<<<<

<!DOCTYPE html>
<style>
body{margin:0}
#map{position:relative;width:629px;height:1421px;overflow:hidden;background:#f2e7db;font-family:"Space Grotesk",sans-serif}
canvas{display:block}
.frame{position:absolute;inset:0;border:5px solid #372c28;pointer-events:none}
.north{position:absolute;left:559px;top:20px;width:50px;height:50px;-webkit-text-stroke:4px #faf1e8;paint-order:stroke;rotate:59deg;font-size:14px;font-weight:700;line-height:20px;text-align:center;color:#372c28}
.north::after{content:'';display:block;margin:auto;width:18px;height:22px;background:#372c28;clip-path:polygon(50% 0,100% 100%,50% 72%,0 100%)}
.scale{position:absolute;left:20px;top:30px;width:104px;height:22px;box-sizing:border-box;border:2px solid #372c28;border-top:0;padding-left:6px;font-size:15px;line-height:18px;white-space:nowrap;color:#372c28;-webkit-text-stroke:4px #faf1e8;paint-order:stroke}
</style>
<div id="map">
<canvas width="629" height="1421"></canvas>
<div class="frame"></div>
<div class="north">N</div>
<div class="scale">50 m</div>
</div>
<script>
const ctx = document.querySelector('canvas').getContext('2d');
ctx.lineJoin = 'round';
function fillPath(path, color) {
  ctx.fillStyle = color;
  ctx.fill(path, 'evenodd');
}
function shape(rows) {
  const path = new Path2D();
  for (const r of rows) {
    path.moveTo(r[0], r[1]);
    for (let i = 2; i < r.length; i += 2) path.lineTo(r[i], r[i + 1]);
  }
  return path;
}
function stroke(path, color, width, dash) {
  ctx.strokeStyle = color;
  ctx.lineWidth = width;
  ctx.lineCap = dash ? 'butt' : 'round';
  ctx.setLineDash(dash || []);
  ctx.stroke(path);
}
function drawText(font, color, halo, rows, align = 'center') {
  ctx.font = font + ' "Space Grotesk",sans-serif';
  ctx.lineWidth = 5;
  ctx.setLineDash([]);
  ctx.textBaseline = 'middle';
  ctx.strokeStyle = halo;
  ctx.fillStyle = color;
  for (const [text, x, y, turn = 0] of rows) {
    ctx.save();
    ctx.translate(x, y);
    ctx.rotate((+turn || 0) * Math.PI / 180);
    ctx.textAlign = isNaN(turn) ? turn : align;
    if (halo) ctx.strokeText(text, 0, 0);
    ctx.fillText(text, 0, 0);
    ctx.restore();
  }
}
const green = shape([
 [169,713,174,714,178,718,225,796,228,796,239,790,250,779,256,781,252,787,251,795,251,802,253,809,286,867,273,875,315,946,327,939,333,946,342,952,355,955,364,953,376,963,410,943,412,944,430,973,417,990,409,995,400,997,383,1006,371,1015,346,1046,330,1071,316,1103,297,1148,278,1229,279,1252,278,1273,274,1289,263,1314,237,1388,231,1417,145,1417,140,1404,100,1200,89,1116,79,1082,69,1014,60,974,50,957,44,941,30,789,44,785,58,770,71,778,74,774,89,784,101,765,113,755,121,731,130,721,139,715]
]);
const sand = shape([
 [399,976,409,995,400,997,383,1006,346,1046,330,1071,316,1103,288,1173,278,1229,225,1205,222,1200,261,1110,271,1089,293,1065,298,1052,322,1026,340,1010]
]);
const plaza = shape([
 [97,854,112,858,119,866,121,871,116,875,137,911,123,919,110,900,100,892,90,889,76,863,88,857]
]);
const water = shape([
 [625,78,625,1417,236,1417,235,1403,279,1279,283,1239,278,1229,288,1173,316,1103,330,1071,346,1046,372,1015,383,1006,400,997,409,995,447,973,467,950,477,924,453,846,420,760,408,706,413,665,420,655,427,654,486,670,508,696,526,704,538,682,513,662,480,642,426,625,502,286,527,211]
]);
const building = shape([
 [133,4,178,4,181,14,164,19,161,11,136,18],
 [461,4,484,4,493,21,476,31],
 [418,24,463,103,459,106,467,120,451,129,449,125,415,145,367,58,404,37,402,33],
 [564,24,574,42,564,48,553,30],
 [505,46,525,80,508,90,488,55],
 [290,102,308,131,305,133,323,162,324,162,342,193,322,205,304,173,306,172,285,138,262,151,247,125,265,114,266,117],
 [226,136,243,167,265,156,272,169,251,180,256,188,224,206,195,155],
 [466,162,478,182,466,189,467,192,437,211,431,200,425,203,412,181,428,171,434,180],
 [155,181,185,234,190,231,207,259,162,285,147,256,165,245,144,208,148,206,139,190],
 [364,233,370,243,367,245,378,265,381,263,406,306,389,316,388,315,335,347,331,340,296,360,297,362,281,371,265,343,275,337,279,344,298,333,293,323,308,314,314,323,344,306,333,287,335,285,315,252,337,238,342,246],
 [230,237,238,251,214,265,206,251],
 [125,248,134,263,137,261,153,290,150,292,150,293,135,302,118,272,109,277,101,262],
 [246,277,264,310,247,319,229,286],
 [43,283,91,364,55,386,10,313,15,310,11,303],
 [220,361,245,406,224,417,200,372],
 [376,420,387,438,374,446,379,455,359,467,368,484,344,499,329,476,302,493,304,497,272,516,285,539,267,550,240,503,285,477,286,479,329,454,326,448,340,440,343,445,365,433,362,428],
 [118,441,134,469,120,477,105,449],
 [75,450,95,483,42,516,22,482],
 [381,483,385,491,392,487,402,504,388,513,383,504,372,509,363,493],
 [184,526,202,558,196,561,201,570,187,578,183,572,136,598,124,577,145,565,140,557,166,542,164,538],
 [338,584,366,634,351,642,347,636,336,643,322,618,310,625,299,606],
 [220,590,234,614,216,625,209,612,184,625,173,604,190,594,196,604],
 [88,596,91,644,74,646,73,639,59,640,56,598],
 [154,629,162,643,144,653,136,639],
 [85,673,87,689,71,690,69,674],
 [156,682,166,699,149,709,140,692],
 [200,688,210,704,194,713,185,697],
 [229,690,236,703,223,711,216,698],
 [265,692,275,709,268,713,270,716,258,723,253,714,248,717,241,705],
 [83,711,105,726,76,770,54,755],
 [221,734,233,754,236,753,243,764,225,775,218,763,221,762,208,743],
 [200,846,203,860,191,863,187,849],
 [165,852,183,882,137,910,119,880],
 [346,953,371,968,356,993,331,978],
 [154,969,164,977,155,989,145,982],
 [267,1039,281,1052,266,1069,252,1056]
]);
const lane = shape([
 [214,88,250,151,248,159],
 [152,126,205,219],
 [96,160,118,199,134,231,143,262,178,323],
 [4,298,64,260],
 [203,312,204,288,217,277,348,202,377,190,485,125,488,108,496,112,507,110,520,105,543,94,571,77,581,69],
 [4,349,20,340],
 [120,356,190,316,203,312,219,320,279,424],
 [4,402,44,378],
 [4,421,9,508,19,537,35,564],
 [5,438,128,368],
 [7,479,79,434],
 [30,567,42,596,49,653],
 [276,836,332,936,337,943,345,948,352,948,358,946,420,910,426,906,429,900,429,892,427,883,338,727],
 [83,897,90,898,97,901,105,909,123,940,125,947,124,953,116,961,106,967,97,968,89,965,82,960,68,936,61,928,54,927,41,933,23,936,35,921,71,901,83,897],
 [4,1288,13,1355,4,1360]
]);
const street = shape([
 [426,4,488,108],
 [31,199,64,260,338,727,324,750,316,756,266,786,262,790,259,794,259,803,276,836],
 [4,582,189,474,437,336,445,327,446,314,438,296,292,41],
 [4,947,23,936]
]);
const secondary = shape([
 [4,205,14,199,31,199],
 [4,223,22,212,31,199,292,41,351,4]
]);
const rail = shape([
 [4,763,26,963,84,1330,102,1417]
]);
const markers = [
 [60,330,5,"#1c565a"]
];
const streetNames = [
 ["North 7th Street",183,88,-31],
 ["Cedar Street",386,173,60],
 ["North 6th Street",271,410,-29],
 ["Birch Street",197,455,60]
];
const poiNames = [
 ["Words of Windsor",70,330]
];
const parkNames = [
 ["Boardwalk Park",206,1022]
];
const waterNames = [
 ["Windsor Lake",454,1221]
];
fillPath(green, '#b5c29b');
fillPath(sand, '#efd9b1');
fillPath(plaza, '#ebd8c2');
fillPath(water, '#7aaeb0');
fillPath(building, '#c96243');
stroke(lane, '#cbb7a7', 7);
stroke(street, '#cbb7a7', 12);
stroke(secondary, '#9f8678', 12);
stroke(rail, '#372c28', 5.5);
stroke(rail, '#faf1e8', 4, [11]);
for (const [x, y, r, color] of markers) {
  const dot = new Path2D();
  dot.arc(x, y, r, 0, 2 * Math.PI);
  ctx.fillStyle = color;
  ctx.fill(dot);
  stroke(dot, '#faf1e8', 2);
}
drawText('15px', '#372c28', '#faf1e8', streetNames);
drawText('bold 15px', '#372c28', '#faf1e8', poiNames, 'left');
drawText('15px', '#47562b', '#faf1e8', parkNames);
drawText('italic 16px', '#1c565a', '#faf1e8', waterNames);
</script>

>>>>

*WHAT IS BEING ASKED*. Gather each line in these records that contains the string "function".

*ANSWER TO THIS TASK*.
function fillPath(path, color) {
function shape(rows) {
function stroke(path, color, width, dash) {
function drawText(font, color, halo, rows, align = 'center') {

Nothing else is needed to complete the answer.